_Input_:
Start of Block
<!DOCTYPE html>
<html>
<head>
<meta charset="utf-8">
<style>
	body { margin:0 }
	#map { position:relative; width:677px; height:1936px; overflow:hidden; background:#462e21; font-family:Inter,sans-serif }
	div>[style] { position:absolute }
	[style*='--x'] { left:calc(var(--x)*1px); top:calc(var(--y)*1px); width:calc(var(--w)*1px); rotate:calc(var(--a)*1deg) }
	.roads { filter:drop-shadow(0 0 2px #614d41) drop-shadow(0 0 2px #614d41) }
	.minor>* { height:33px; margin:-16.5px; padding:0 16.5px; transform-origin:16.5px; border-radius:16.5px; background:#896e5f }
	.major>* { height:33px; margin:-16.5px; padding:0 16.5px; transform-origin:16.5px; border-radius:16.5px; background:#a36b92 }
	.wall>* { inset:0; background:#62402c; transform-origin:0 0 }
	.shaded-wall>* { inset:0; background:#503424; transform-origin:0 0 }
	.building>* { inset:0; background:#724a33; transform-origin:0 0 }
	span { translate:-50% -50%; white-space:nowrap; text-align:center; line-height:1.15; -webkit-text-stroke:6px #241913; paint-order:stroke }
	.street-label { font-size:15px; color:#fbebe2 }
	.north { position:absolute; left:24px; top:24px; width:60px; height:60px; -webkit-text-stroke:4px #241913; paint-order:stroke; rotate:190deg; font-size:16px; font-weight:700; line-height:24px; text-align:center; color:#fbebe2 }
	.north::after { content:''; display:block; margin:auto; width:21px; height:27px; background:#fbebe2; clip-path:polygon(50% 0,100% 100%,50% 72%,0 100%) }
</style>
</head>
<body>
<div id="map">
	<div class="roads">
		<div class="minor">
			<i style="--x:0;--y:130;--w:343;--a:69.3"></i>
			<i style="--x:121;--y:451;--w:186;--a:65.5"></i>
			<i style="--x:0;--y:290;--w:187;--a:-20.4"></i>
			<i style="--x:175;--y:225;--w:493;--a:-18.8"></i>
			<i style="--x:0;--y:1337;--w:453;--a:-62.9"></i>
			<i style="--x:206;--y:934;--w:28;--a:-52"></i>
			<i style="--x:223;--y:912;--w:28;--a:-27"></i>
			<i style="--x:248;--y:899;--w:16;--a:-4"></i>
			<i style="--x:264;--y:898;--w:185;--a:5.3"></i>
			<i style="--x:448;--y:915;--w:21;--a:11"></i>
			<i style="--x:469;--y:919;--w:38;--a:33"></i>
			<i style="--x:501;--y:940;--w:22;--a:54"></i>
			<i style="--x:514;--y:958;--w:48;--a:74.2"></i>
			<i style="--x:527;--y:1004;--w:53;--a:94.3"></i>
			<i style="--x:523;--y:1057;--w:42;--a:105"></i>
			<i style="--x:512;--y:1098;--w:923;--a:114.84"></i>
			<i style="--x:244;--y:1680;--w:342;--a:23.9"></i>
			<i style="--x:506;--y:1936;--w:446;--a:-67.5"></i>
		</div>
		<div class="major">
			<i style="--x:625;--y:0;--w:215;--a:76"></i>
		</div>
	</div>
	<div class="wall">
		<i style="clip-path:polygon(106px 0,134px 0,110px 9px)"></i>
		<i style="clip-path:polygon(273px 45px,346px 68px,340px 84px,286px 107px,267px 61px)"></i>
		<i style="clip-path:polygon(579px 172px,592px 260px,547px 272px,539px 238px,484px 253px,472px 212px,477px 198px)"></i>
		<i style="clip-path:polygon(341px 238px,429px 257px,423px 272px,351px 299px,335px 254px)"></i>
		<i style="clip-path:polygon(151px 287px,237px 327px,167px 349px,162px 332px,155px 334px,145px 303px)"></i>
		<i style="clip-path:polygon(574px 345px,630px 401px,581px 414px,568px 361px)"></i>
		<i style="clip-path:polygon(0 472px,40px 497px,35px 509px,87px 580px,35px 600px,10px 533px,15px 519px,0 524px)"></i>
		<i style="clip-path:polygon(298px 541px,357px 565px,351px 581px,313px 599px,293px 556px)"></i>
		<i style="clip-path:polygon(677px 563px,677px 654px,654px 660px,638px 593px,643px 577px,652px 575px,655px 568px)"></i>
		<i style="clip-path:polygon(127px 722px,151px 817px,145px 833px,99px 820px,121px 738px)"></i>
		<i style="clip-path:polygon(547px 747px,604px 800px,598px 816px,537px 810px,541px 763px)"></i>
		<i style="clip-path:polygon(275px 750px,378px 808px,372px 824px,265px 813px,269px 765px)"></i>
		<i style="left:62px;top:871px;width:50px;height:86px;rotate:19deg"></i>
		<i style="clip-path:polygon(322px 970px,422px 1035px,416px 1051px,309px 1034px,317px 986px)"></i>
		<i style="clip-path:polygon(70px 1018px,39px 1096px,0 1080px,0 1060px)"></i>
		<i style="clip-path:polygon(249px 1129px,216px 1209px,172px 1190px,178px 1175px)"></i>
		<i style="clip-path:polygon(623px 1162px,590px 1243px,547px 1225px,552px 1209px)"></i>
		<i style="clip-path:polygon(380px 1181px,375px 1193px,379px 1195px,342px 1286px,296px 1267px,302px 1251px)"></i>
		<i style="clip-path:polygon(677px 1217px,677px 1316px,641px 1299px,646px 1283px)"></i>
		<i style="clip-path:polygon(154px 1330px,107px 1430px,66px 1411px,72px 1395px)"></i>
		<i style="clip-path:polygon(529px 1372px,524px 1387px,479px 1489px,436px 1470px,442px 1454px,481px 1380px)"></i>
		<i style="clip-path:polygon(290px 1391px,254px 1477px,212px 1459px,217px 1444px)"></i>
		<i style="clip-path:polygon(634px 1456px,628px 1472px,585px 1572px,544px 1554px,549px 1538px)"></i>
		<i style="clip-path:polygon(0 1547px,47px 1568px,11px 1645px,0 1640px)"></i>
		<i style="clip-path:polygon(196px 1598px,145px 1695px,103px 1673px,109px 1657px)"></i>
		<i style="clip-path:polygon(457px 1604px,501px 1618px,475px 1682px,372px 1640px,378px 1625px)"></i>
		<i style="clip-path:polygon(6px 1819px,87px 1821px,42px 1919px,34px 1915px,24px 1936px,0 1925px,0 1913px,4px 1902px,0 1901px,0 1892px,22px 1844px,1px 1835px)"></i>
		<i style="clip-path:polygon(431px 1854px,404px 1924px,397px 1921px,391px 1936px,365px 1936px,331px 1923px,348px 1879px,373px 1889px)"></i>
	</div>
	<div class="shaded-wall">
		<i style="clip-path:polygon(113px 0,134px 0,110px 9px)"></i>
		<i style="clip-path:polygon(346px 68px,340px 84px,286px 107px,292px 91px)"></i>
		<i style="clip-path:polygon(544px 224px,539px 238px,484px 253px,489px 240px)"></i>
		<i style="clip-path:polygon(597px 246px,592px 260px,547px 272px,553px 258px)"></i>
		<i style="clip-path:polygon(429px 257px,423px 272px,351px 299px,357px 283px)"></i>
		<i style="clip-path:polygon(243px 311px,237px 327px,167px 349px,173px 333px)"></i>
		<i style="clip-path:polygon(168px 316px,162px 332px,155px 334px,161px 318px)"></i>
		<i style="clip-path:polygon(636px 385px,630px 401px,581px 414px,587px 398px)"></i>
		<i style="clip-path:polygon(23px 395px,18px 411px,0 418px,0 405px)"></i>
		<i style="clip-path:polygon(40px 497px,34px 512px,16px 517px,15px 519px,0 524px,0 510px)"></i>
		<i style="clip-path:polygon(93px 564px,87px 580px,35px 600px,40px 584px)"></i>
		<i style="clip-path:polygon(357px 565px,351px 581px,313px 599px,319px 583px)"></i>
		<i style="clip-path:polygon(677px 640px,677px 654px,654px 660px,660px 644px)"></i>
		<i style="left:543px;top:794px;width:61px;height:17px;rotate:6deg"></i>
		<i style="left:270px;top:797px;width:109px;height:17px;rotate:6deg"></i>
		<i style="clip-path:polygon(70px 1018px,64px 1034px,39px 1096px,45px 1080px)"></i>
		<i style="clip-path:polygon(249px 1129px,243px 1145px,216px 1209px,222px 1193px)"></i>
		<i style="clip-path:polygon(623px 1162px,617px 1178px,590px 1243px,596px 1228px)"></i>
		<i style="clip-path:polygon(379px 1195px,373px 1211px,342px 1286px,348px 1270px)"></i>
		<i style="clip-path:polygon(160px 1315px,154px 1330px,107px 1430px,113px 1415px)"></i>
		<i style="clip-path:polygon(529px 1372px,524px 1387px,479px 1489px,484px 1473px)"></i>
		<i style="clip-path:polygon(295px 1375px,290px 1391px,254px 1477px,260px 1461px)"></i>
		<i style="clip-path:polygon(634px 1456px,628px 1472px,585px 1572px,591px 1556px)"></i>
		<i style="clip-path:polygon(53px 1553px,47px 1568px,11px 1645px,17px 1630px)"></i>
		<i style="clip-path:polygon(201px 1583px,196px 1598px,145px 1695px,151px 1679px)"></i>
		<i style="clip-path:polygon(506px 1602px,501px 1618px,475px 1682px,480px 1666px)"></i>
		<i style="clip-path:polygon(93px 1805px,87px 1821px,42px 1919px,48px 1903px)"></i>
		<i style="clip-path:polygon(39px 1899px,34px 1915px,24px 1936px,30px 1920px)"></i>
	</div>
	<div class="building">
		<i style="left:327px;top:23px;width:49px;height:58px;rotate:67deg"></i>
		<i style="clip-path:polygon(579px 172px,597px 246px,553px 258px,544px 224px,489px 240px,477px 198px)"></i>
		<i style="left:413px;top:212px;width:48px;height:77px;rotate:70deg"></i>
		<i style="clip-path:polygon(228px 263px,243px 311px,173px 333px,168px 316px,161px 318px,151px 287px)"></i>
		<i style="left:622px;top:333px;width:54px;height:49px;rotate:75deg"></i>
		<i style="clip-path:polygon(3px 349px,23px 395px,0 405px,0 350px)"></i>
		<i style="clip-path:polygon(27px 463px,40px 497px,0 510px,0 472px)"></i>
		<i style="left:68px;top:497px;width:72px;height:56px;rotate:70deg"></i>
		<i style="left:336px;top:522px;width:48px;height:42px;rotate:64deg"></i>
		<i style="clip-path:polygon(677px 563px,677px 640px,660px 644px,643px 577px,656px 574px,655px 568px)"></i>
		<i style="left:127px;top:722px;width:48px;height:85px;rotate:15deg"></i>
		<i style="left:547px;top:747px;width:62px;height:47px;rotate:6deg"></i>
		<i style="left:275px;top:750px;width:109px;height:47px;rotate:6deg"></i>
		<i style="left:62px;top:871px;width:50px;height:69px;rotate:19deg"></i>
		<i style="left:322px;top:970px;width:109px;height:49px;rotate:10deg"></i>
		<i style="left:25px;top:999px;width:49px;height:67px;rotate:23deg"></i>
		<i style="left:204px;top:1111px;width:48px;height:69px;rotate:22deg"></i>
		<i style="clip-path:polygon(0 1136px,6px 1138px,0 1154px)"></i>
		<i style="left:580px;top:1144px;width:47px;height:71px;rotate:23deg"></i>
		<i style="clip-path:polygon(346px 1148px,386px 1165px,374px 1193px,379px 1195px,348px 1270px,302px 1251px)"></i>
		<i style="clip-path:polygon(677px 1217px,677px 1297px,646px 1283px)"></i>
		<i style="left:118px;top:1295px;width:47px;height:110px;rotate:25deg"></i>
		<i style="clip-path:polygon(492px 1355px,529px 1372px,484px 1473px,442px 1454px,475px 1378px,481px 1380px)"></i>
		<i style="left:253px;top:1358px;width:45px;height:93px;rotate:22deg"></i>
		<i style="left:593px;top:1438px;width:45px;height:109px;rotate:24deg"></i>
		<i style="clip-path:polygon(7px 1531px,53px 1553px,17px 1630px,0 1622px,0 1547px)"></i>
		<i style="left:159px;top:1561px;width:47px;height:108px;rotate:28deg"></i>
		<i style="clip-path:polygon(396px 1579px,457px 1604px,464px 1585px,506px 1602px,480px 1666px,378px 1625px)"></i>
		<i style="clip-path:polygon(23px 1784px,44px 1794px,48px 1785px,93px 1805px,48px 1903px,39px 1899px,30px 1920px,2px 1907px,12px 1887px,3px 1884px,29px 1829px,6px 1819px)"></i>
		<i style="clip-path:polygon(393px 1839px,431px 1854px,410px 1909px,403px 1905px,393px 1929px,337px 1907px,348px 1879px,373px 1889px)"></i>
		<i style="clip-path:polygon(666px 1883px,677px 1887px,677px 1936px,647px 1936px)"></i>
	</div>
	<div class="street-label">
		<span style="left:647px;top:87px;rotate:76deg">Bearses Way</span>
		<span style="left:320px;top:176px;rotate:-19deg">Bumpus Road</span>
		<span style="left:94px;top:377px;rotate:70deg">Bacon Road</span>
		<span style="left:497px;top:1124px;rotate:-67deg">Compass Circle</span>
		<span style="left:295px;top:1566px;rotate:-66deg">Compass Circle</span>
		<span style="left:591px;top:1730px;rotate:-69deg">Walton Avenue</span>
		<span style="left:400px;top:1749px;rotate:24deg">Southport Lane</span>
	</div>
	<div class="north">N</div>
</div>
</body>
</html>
End of Block
_What is needed_: Begin with the first line of the records and finish with the line containing "filter:drop-shadow(0 0 2px". Reproduce those lines exactly, both ends included, and nothing else.

_Solved exercise_:
<!DOCTYPE html>
<html>
<head>
<meta charset="utf-8">
<style>
	body { margin:0 }
	#map { position:relative; width:677px; height:1936px; overflow:hidden; background:#462e21; font-family:Inter,sans-serif }
	div>[style] { position:absolute }
	[style*='--x'] { left:calc(var(--x)*1px); top:calc(var(--y)*1px); width:calc(var(--w)*1px); rotate:calc(var(--a)*1deg) }
	.roads { filter:drop-shadow(0 0 2px #614d41) drop-shadow(0 0 2px #614d41) }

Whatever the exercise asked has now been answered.